Descoberta surpreendente no intestino revela um gatilho oculto para diabetes e doenças do fígado

Uma equipe de cientistas canadenses descobriu uma nova e surpreendente forma de melhorar os níveis de açúcar no sangue e reduzir danos ao fígado: ao capturar um combustível pouco conhecido produzido por bactérias intestinais antes que eles causem estragos no corpo.
As descobertas, publicadas na Cell Metabolism em 29 de julho de 2025, podem abrir portas para novas terapias para tratar doenças metabólicas como diabetes tipo 2 e doença hepática gordurosa.
Pesquisadores da Universidade McMaster, da Université Laval e da Universidade de Ottawa mostraram que uma molécula produzida por micróbios no intestino pode se infiltrar na corrente sanguínea e estimular o fígado a produzir mais glicose e gordura do que o necessário.
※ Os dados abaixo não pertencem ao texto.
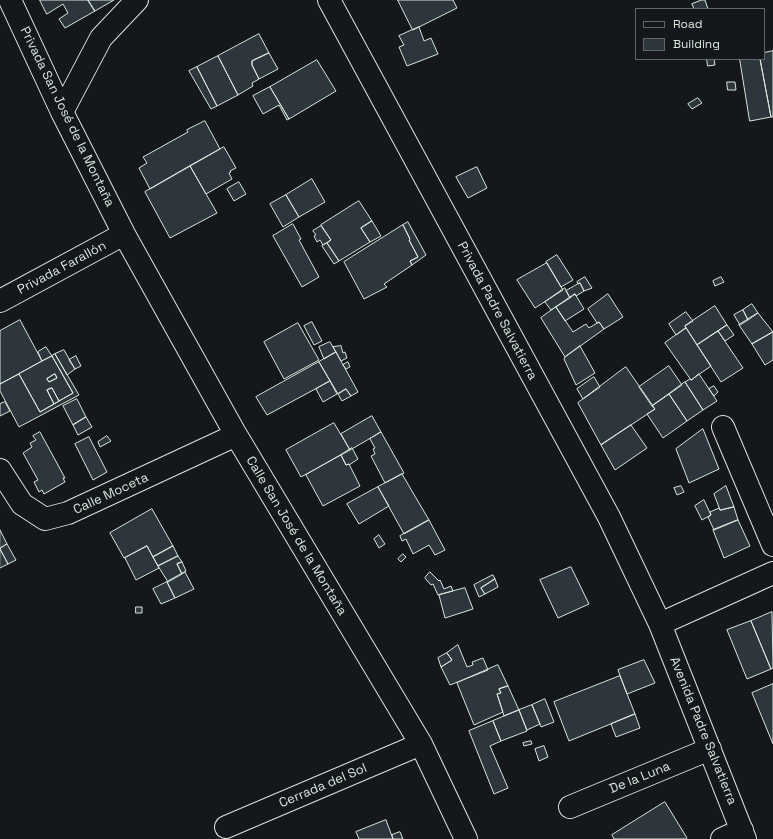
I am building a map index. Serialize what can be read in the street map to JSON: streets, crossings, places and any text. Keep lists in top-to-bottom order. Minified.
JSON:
{"streets":{"street":["Privada San José de la Montaña","Privada Farallón","Privada Padre Salvatierra","Calle Moceta","Calle San José de la Montaña","Avenida Padre Salvatierra","De la Luna","Cerrada del Sol"]},"crossings":[["Privada San José de la Montaña","Privada Farallón"],["Privada San José de la Montaña","Calle San José de la Montaña"],["Privada Farallón","Calle San José de la Montaña"],["Privada Padre Salvatierra","Avenida Padre Salvatierra"],["Calle Moceta","Calle San José de la Montaña"],["Calle San José de la Montaña","Cerrada del Sol"],["Avenida Padre Salvatierra","De la Luna"]],"legend":["Road","Building"]}
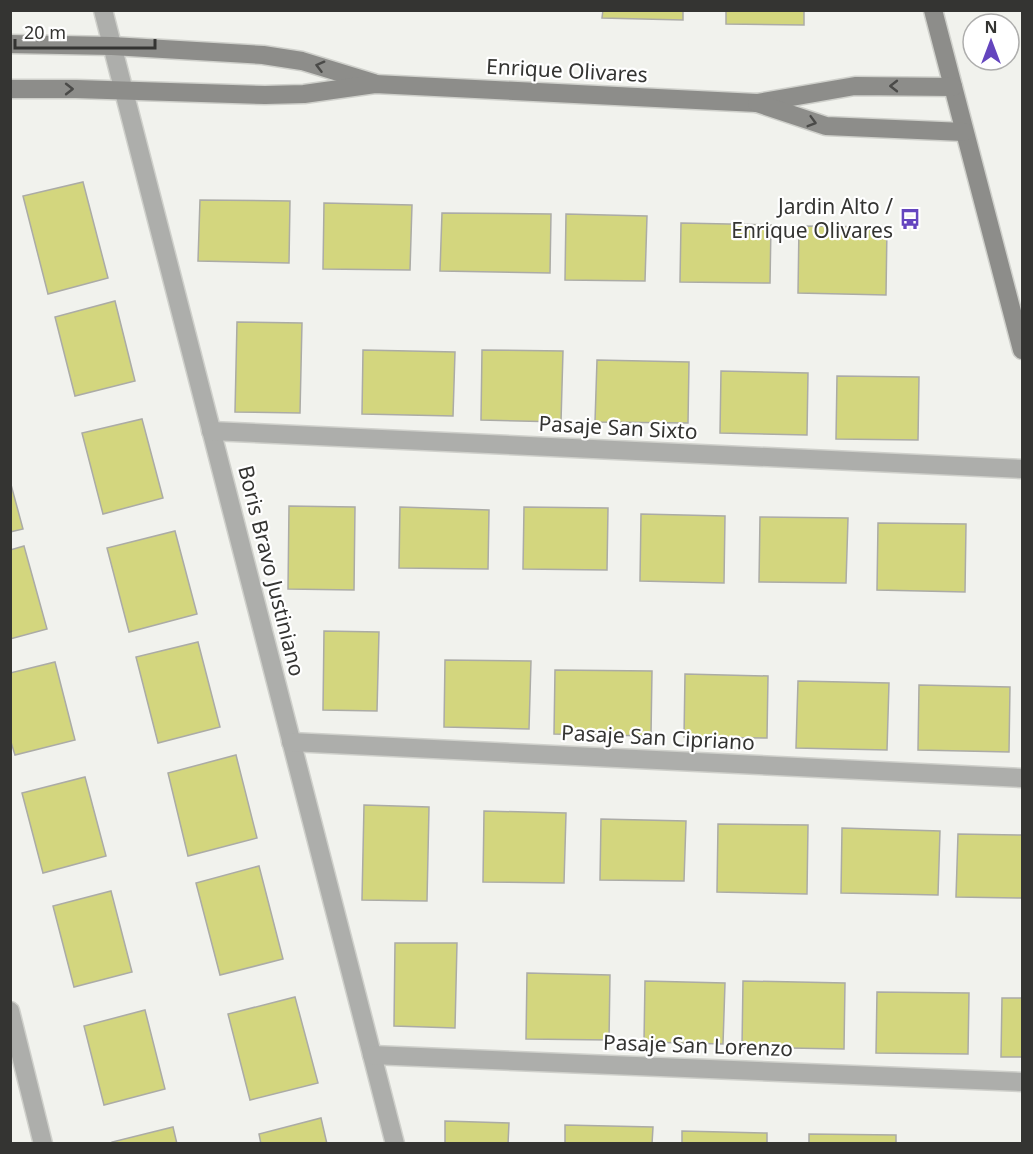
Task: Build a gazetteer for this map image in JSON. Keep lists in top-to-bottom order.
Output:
{
  "streets": {
    "street": [
      "Enrique Olivares",
      "Pasaje San Sixto",
      "Boris Bravo Justiniano",
      "Pasaje San Cipriano",
      "Pasaje San Lorenzo"
    ]
  },
  "crossings": [
    ["Enrique Olivares", "Boris Bravo Justiniano"],
    ["Pasaje San Sixto", "Boris Bravo Justiniano"],
    ["Boris Bravo Justiniano", "Pasaje San Cipriano"],
    ["Boris Bravo Justiniano", "Pasaje San Lorenzo"]
  ],
  "places": {
    "bus stop": ["Jardin Alto / Enrique Olivares"]
  },
  "scale_bar": "20 m",
  "north": "top"
}
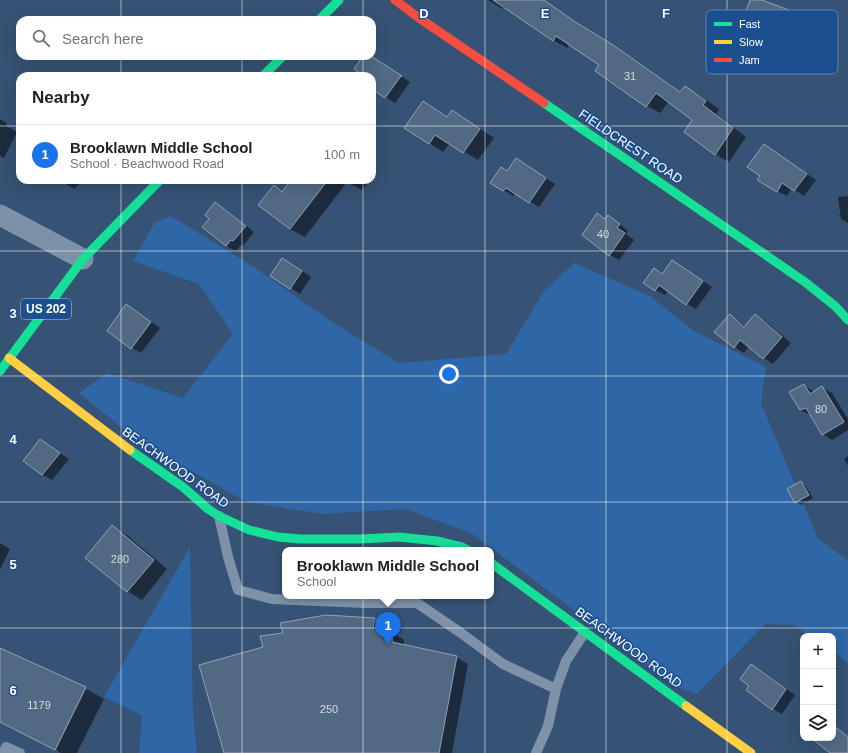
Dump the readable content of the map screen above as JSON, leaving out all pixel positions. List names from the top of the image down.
{
  "streets": {
    "street": ["FIELDCREST ROAD", "US 202", "BEACHWOOD ROAD"]
  },
  "crossings": [
    ["US 202", "BEACHWOOD ROAD"]
  ],
  "house_numbers": [
    "31",
    "40",
    "80",
    "280",
    "1179",
    "250"
  ],
  "legend": ["Fast", "Slow", "Jam"],
  "page": {
    "search": "Search here",
    "heading": "Nearby",
    "list": [
      {
        "mark": "1",
        "name": "Brooklawn Middle School",
        "note": "School · Beachwood Road",
        "value": "100 m"
      }
    ],
    "popup": ["Brooklawn Middle School", "School"],
    "pins": "1",
    "map_buttons": ["+", "−"]
  },
  "grid": {
    "columns": ["D", "E", "F"],
    "rows": [
      "3",
      "4",
      "5",
      "6"
    ]
  }
}
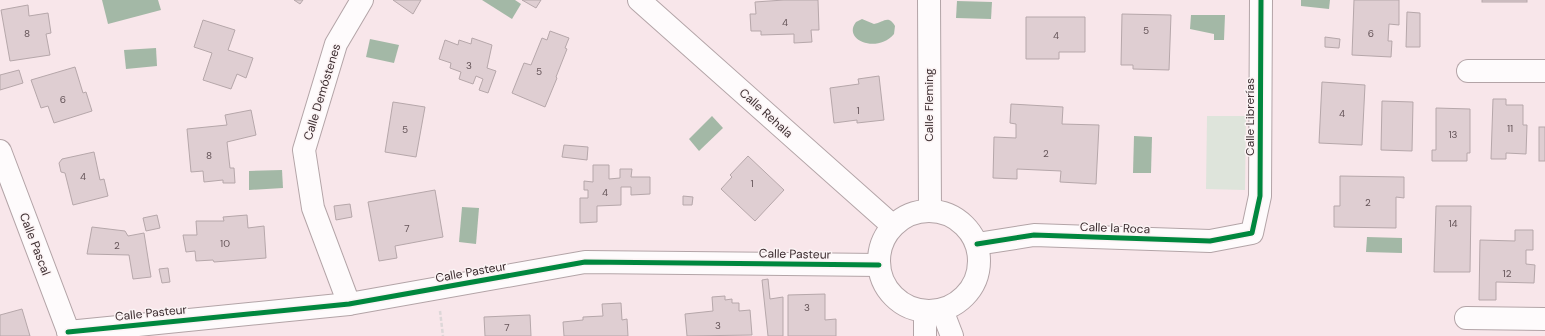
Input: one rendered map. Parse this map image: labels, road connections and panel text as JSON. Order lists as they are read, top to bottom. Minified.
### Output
{"streets":{"street":["Calle Demóstenes","Calle Fleming","Calle Rehala","Calle Librerías","Calle la Roca","Calle Pascal","Calle Pasteur"]},"crossings":[["Calle Demóstenes","Calle Pasteur"],["Calle Fleming","Calle Rehala"],["Calle Fleming","Calle la Roca"],["Calle Fleming","Calle Pasteur"],["Calle Rehala","Calle la Roca"],["Calle Rehala","Calle Pasteur"],["Calle Librerías","Calle la Roca"],["Calle la Roca","Calle Pasteur"],["Calle Pascal","Calle Pasteur"]],"house_numbers":["4","5","8","6","4","3","5","6","1","4","11","5","13","2","8","4","1","4","2","14","7","10","2","12","3","3","7"]}
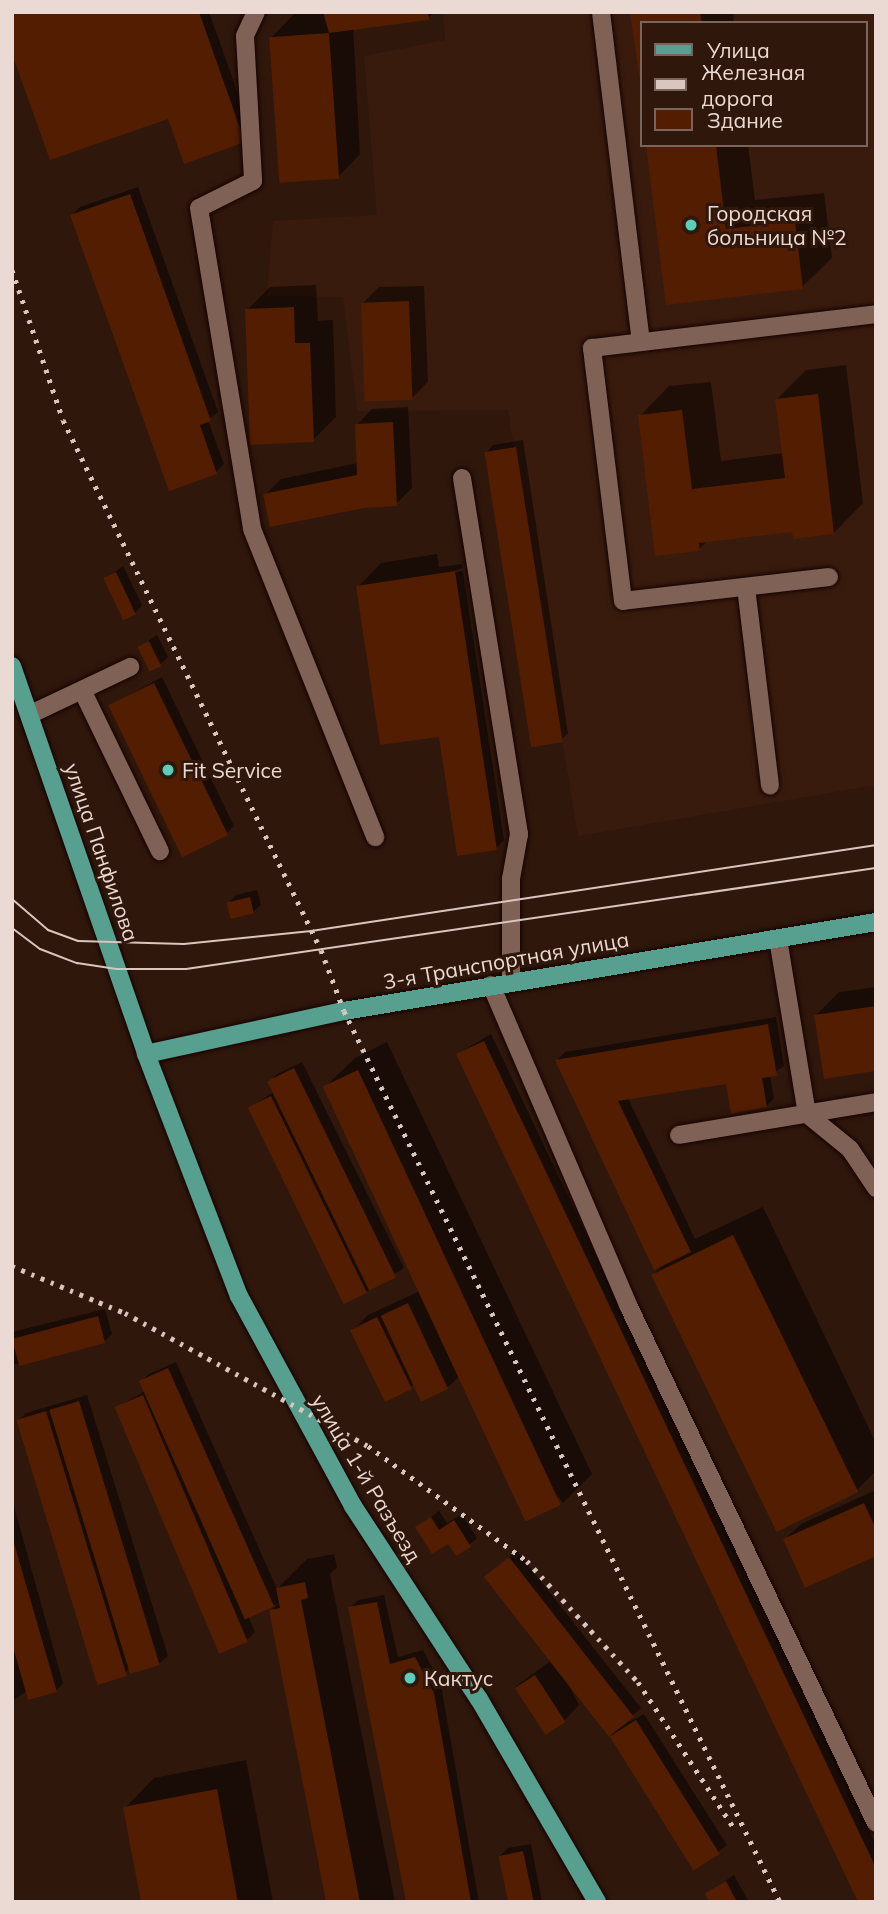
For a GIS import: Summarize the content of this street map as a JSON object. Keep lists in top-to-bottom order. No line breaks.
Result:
{"streets":{"main road":["улица Панфилова","3-я Транспортная улица","улица 1-й Разъезд"]},"crossings":[["улица Панфилова","3-я Транспортная улица"],["улица Панфилова","улица 1-й Разъезд"],["3-я Транспортная улица","улица 1-й Разъезд"]],"places":["Городская больница №2","Fit Service","Кактус"],"legend":["Улица","Железная дорога","Здание"]}
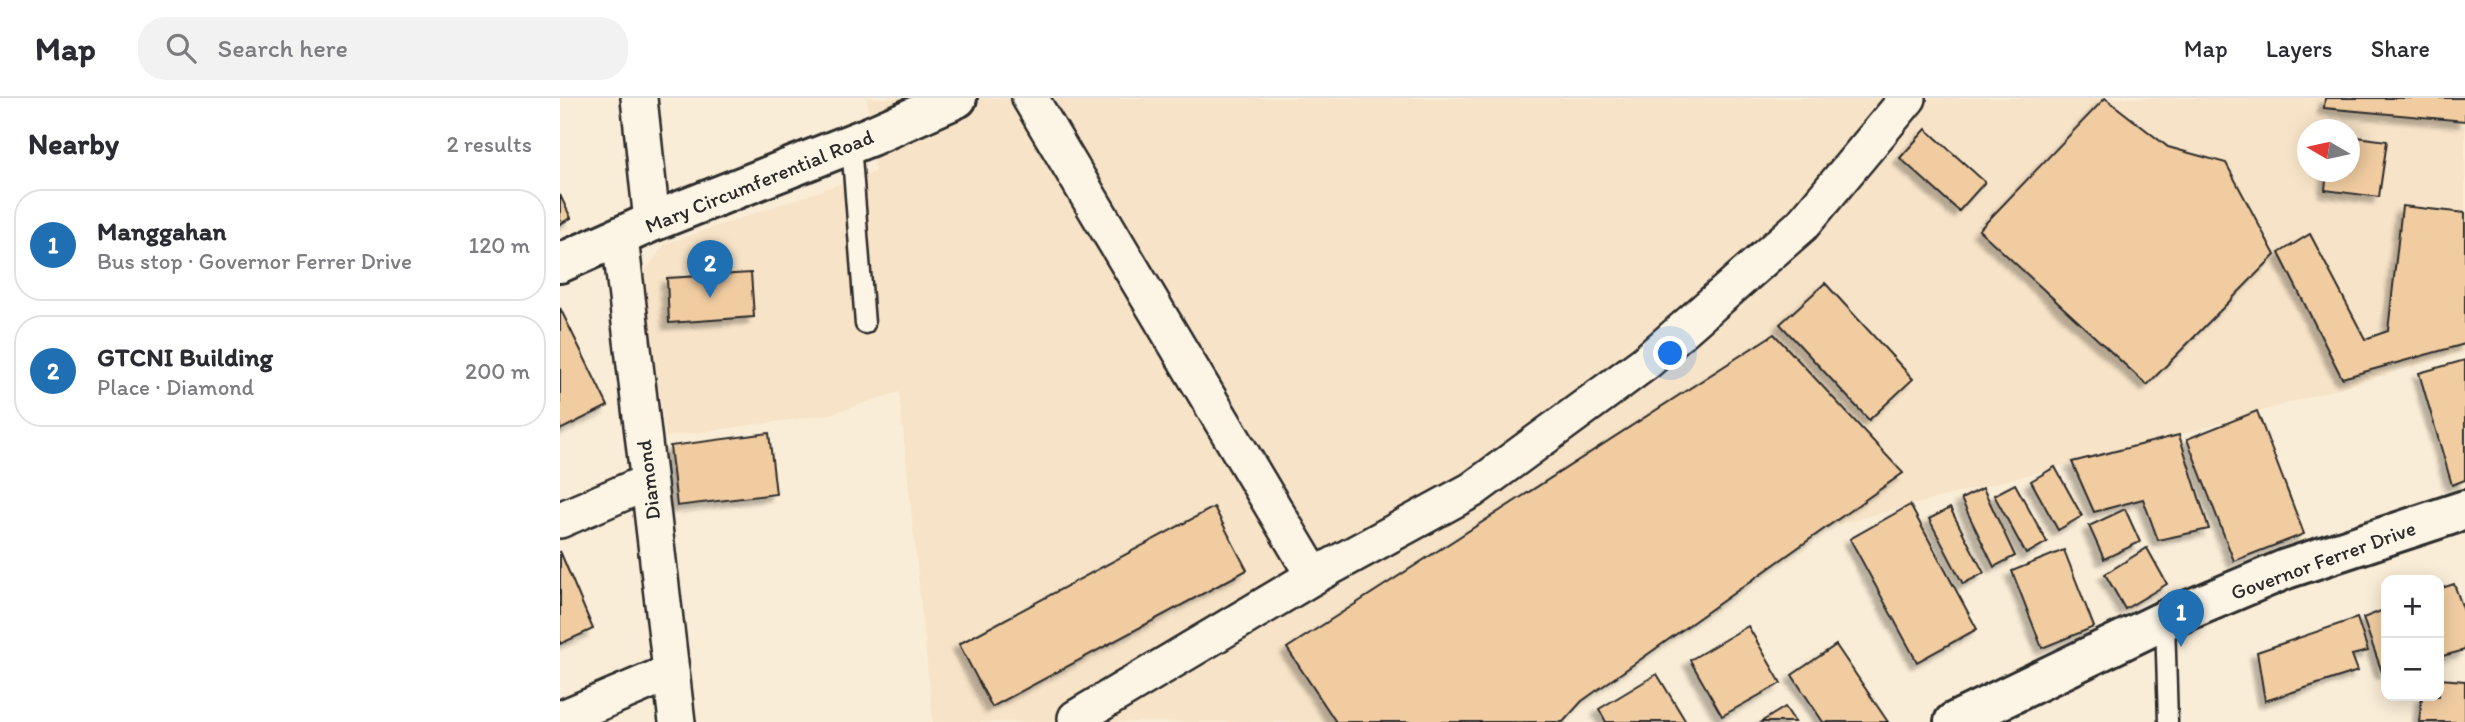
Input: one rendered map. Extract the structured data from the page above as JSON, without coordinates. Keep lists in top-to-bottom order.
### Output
{
  "streets": {
    "main road": ["Mary Circumferential Road", "Governor Ferrer Drive"],
    "street": ["Diamond"]
  },
  "crossings": [
    ["Mary Circumferential Road", "Diamond"]
  ],
  "north": "left",
  "page": {
    "header": "Map",
    "search": "Search here",
    "nav": ["Map", "Layers", "Share"],
    "heading": ["Nearby", "2 results"],
    "list": [
      {
        "mark": "1",
        "name": "Manggahan",
        "note": "Bus stop · Governor Ferrer Drive",
        "value": "120 m"
      },
      {
        "mark": "2",
        "name": "GTCNI Building",
        "note": "Place · Diamond",
        "value": "200 m"
      }
    ],
    "pins": ["2", "1"],
    "map_buttons": ["+", "−"]
  }
}
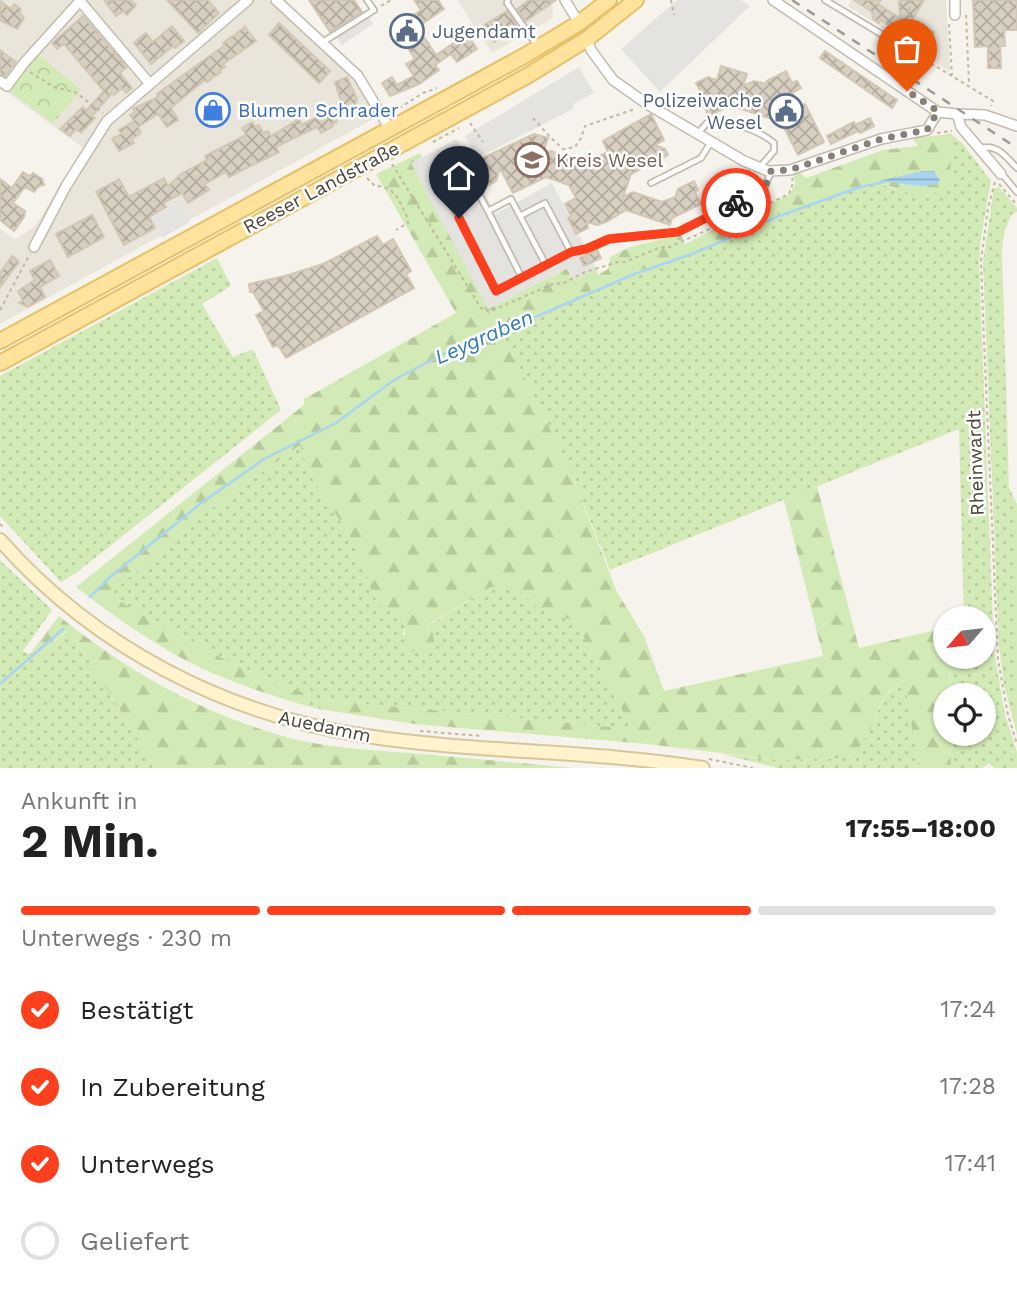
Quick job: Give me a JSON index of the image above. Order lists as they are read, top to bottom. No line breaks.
{"streets":{"main road":["Reeser Landstraße"],"street":["Auedamm"],"path":["Rheinwardt"]},"water":["Leygraben"],"places":{"public building":["Jugendamt","Polizeiwache Wesel"],"shop":["Blumen Schrader"],"school or university":["Kreis Wesel"]},"north":"bottom left","page":{"heading":["2 Min.","Ankunft in","17:55–18:00"],"bar":"Unterwegs · 230 m","list":[["Bestätigt","17:24"],["In Zubereitung","17:28"],["Unterwegs","17:41"],"Geliefert"]}}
Contudo, quando os pesquisadores desenvolveram uma forma de capturar essa molécula no intestino antes que entrasse no corpo, observaram melhorias dramáticas no controle do açúcar no sangue e na doença hepática gordurosa em camundongos com obesidade.
“Esta é uma nova abordagem em uma via metabólica clássica”, diz Jonathan Schertzer, autor sênior e correspondente e professor do Departamento de Bioquímica e Ciências Biomédicas da McMaster. “Sabemos há quase um século que músculos e fígado trocam lactato e glicose – um processo chamado ciclo de Cori. O que descobrimos é um novo ramo desse ciclo, onde as bactérias intestinais também fazem parte da conversa.”
Em 1947, os cientistas casados Carl Ferdinand Cori e Gerty Theresa Cori foram premiados com o Prêmio Nobel em Fisiologia ou Medicina por seu trabalho que demonstrou como os músculos do corpo geram lactato que alimenta o fígado para produzir glicose no sangue, que então circula de volta para alimentar os músculos. Essa pesquisa lançou as bases para explicar como os músculos utilizam uma forma de lactato (L-lactato) e como o fígado utiliza glicose no sangue para se comunicarem e trocarem combustível.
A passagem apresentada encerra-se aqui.